It looks like Brock Lesnar is a free agent. Lesnar's contract status with WWE came into question this week when it was discovered that all of his merchandise had been removed from WWE's online shop. That's strange, considering Brock is one of WWE's biggest stars, and WWE likes money. Additionally, it was revealed on Smackdown last Friday that Paul Heyman is now aligned with Roman Reigns, which is strange because Heyman has acted as Lesnar's manager for years. Still, it wouldn't be odd if Lesnar were no longer signed to WWE, and WWE needed some way to put Heyman to use since they pay him a lot of money to be an on-screen personality. Then, finally, PWInsider's Mike Johnson reported that Lesnar's contract with WWE had expired, and Wrestling Observer's Dave Meltzer later confirmed that report.

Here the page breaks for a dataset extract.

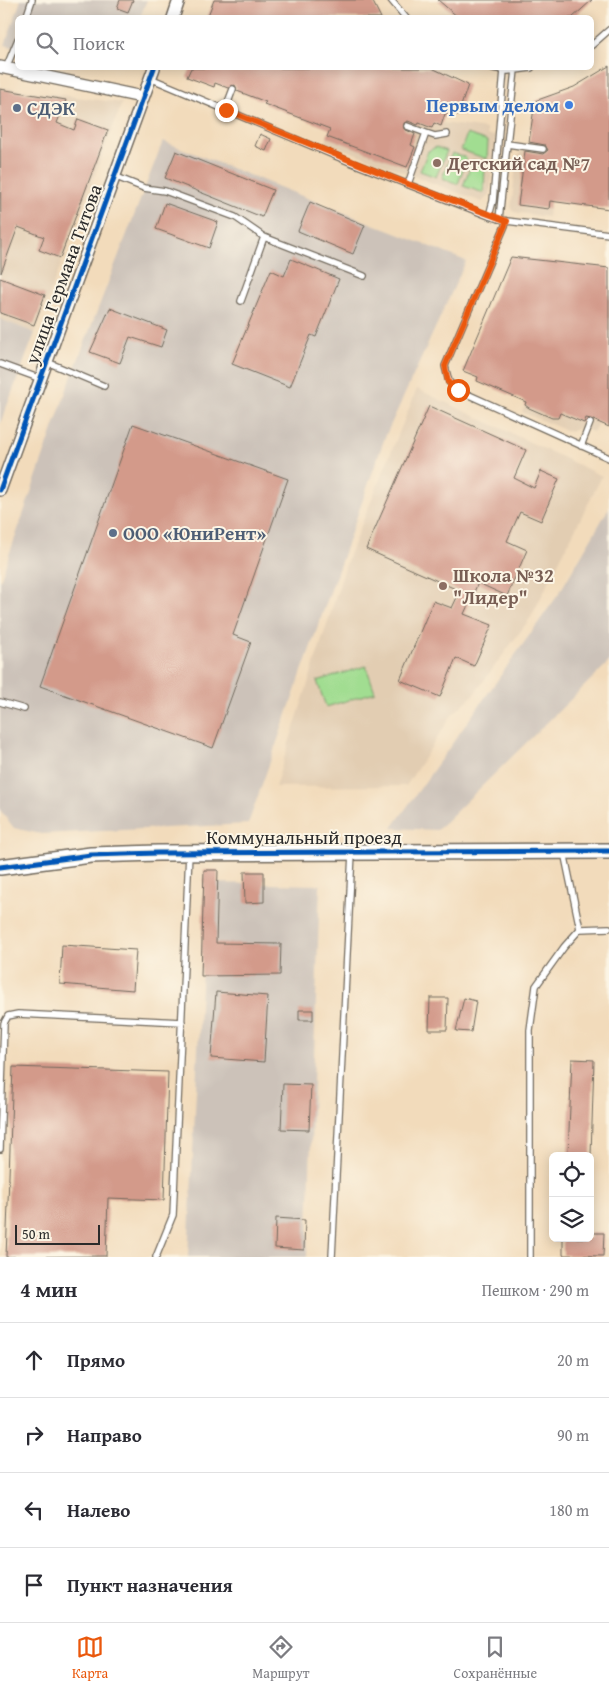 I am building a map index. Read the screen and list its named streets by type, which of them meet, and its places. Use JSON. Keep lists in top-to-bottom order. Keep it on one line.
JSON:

Apparently, the two sides simply weren't able to come to a deal on a new contract, which also makes sense. Lesnar is paid a lot of money to make very few appearances for WWE. With no fans allowed at shows, WWE can't use Lesnar to sell tickets. And Lesnar is also not going to make a significant lasting impact on the ratings, either. So the only real reason to sign Lesnar to a new contract for the kind of money Lesnar likely wants is to keep him from signing with another company, like AEW. AEW was reportedly interested in the past, and with the magnitude of his star power, they would probably be interested in signing him now. All of the same drawbacks apply for AEW giving Lesnar big money, with the added caveat that AEW doesn't have the same deep pockets that WWE does as a company, even if they are owned by a billionaire.
What could make a difference, however, are the ratings Lesnar could potentially draw for AEW. AEW has about half or less than half of the weekly viewership of WWE Monday Night Raw, so there's more room for growth, and having a star of Lesnar's caliber could potentially increase AEW's ratings by a more significant match than they could for WWE. Even still, it seems unlikely AEW could recoup their investment financially with Lesnar, so signing him would have to be viewed as a long-term loss leader kind of thing.
Another possibility is that Lesnar could make a deal with the UFC and make a lot of money from a fight or two, even if he's likely too old to win the UFC Heavyweight Championship again. Don't tell him I said that, though. Whatever happens, being a free agent is likely to give Lesnar even more leverage, even if he uses it simply to make Vince McMahon jealous by flirting with other companies until McMahon agrees to give him the money that he wants.